Alguien que no me conozca puede pensar que no ceso de lamentarme por la pérdida de amigos. Nada más lejos. Si supiera leer entre líneas apreciaría que lo único que intento es prolongar su presencia, ya imposible de verdad, pero sí en el recuerdo. ¿Quién va a arrebatarme todos aquellos ratos, todos aquellos momentos que, juntos, hemos saboreado los dulces licores de la amistad? Por eso los traigo a mi presencia con alegría, no con tristeza, en todos aquellos lugares, que son muchos, por los que me he paseado con ellos, en los que me he sentado con ellos, donde he comido y bebido con ellos, donde, tembloroso he osado rozar su piel temiendo su rechazo, donde, atrevido, he echado sobre la mesa asuntos en los que estaba clara la discrepancia, donde, temerario, he puesto a prueba su confianza llevándolos al límite, donde, ahítos de vino y copas, hemos entrelazado por el rabo las lagartijas de la botella de tequila, colgándolas de nuestras orejas.
Igual que leemos, enfervorizados, el regreso de Ulises a Ítaca, donde Penélope es asediada por sus pretendientes y esperamos, nerviosos, intrigados, cuál será la respuesta de aquel miserable anónimo vestido de harapos y sólo reconocido por su fiel perro, Argos, ya enfermo, al que Ulises no puede acariciar para no levantar sospechas, pero por el que derrama una lágrima.
Igual que nos sentimos atrapados por el destino de Romeo y quisiéramos encontrarnos a su lado para arrancarle de las manos el veneno e interponernos en su trágico destino que lo separará irremediablemente de Julieta.
O como nos sobrecoge el dolorido lamento de Gilgamesh ante su amigo Enkidu muerto, o el llanto de Príamo ante Aquiles pidiéndole el cadáver de su hijo Héctor, muerto y arrastrado por el suelo fuera de las murallas de Troya.
O como la triste estampa de Aylan Kurdi, aquel niño kurdo de 3 años que apareció ahogado en una playa de Turquía cuando huía con su familia a causa de la crisis humanitaria en Siria. O como la del joven negro, blanco o asiático, baleado por un policía borracho de wisky y sediento de sangre.
Igual que nos acercamos emocionados a estas y otras historias lejanas o próximas, ¿por qué no hacerlo con las que he compartido con mis amigos?
Aquellas noches de la October Fest en Calpe, cuando ya con gran parte de un barril de cerveza en el cuerpo, ascendíamos hacia el Peñón y mirábamos asombrados los blancos vientres de las gaviotas que volaban sobre nuestras cabezas.

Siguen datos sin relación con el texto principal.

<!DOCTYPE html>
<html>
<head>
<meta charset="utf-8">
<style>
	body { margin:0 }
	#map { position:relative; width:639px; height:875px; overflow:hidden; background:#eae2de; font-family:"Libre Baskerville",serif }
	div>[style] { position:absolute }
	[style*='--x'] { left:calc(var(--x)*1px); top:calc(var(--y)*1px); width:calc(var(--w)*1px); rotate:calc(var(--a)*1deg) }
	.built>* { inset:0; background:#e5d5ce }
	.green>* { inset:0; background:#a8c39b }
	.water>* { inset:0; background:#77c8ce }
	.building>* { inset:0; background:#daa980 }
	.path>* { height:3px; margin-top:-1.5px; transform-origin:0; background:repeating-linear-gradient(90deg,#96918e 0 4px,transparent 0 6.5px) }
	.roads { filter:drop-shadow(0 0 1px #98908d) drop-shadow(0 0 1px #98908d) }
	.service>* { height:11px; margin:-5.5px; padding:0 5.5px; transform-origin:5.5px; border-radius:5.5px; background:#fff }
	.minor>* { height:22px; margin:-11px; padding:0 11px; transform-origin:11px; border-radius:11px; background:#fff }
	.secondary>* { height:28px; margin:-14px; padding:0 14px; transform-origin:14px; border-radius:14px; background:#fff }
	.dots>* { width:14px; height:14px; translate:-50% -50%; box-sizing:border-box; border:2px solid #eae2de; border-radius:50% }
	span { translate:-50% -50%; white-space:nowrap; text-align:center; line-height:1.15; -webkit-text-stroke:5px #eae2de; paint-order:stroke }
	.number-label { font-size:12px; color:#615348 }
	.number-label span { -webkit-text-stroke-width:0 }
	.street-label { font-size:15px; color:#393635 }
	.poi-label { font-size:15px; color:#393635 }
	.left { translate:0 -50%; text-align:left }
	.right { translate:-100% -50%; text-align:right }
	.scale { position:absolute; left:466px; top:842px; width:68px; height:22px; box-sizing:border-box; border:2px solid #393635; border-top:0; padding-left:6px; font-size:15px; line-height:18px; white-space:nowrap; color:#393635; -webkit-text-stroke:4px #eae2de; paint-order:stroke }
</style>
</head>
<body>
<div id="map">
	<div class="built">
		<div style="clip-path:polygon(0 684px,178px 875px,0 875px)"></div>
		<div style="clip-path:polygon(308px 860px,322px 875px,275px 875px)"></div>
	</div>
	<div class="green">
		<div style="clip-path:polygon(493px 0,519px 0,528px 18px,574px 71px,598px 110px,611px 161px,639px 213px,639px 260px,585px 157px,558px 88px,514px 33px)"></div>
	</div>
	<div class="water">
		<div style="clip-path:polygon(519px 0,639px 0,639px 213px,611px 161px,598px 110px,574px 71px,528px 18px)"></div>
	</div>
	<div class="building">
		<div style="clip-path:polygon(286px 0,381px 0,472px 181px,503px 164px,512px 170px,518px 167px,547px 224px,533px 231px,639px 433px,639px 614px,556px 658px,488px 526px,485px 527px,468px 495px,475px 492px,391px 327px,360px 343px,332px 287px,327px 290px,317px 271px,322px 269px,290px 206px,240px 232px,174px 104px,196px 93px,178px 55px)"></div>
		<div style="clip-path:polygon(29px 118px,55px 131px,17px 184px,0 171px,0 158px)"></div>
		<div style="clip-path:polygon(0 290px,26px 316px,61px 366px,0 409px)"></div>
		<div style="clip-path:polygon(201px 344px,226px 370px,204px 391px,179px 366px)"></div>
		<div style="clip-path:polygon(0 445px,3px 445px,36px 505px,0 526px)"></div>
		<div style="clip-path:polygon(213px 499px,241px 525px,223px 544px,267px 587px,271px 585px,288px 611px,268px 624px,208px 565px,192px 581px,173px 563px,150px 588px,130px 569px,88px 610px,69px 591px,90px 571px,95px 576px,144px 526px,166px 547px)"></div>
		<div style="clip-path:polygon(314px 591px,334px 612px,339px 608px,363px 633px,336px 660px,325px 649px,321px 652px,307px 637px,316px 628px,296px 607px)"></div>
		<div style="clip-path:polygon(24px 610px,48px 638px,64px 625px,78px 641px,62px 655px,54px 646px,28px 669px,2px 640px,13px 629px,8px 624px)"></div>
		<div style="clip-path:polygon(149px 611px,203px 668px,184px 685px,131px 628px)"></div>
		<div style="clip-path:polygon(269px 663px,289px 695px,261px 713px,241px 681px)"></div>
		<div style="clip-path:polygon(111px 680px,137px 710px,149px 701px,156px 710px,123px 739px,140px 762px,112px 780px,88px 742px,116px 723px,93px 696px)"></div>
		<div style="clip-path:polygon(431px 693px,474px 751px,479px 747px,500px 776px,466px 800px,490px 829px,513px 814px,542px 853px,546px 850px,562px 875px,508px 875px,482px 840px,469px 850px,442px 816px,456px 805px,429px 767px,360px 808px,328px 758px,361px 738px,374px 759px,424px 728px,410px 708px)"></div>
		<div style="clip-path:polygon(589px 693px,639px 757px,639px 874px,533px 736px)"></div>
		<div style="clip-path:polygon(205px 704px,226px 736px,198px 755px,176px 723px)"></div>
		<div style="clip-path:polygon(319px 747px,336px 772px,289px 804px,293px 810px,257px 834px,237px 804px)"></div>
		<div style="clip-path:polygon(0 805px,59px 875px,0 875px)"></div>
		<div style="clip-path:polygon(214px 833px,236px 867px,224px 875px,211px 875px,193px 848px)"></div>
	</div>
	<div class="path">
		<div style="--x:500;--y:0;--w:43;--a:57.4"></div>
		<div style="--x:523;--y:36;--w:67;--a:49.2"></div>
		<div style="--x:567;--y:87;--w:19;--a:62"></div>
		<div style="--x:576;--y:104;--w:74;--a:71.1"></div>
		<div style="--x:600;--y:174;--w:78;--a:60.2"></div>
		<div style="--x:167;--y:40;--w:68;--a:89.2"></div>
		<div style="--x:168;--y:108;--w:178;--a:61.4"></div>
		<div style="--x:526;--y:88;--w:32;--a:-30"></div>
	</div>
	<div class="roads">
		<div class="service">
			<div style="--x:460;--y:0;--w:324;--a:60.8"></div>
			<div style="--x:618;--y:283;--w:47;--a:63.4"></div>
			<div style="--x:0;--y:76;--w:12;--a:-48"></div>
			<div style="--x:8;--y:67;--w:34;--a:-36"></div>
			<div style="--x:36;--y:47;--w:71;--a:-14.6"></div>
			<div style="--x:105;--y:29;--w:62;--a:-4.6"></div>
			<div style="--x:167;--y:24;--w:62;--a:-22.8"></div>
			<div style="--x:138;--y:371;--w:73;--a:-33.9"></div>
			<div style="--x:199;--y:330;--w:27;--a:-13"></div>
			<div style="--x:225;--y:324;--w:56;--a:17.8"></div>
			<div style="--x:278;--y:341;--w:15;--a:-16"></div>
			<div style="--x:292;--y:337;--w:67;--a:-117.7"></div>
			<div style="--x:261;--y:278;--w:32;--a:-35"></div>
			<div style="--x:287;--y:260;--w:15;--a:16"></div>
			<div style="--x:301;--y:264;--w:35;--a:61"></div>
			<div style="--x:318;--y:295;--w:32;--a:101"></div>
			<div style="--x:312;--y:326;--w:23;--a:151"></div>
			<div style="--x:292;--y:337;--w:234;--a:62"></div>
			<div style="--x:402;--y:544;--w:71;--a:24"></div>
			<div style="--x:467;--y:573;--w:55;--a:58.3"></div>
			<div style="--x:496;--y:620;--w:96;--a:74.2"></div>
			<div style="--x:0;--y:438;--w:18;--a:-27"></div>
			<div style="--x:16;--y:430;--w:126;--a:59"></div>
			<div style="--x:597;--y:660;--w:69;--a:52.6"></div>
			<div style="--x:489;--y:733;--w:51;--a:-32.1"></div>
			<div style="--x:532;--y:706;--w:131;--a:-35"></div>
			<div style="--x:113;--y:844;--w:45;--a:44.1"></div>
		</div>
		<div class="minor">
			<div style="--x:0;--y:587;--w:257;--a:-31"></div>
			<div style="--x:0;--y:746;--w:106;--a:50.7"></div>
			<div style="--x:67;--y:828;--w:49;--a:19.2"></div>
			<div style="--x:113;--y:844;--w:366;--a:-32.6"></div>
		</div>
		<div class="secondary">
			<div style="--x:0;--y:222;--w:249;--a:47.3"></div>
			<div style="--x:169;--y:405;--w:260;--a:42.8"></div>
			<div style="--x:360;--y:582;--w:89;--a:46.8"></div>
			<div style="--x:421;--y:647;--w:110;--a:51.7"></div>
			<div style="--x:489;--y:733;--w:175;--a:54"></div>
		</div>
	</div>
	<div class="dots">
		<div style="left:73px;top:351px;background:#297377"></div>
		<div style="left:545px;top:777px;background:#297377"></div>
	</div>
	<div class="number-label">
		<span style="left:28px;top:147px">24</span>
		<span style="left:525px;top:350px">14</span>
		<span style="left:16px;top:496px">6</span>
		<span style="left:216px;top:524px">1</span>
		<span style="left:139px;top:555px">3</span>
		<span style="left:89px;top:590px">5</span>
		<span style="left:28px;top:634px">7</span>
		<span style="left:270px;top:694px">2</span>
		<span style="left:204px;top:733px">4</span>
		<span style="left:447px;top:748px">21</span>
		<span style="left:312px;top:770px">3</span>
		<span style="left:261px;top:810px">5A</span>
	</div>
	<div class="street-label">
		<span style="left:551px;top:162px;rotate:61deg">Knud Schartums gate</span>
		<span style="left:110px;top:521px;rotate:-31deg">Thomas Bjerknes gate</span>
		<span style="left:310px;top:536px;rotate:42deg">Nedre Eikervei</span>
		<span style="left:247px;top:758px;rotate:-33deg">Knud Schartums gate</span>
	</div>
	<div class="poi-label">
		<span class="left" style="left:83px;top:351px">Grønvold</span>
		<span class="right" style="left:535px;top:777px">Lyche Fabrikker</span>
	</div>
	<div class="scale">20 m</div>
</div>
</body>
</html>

Aquellas noches de carnaval, nunca nos habían gustado los disfraces, en que provistos de unas rudimentarias caretas que no conseguían ocultar nuestra cara, nos lanzábamos a la conquista de las calles en la ciudad deslumbrante de máscaras y colores. Aquella noche que Pepe, siempre tan serio, siempre tan responsable, se vino con nosotros y Lillian, temerosa de su falta de costumbre en el arte del beber, me encargó a mí, precisamente a mí, a juicio de muchos el menos abstemio, de su custodia para que no se pasara de rosca.
El recuerdo de aquellos buenos momentos es como una forma de repetirlos. Como si se tratara de una obra de teatro o de la historia de una novela que sólo ocurrió una vez pero cada vez que alguien ve representarla, cada vez que alguien vuelve a leerla, es como si volviera a ocurrir de nuevo. Y así, en esa nueva representación, me imagino felices y sonrientes a todos los actores, a todos los personajes, estemos sobre la tierra o estemos bajo ella. ¡Tan poca es la distancia! Cuando hablo de mis amigos es como si prolongara el contacto, como si prolongara su presencia, como si prolongara su vida.
San Juan, 16 de abril de 2021. José Luis Simón Cámara.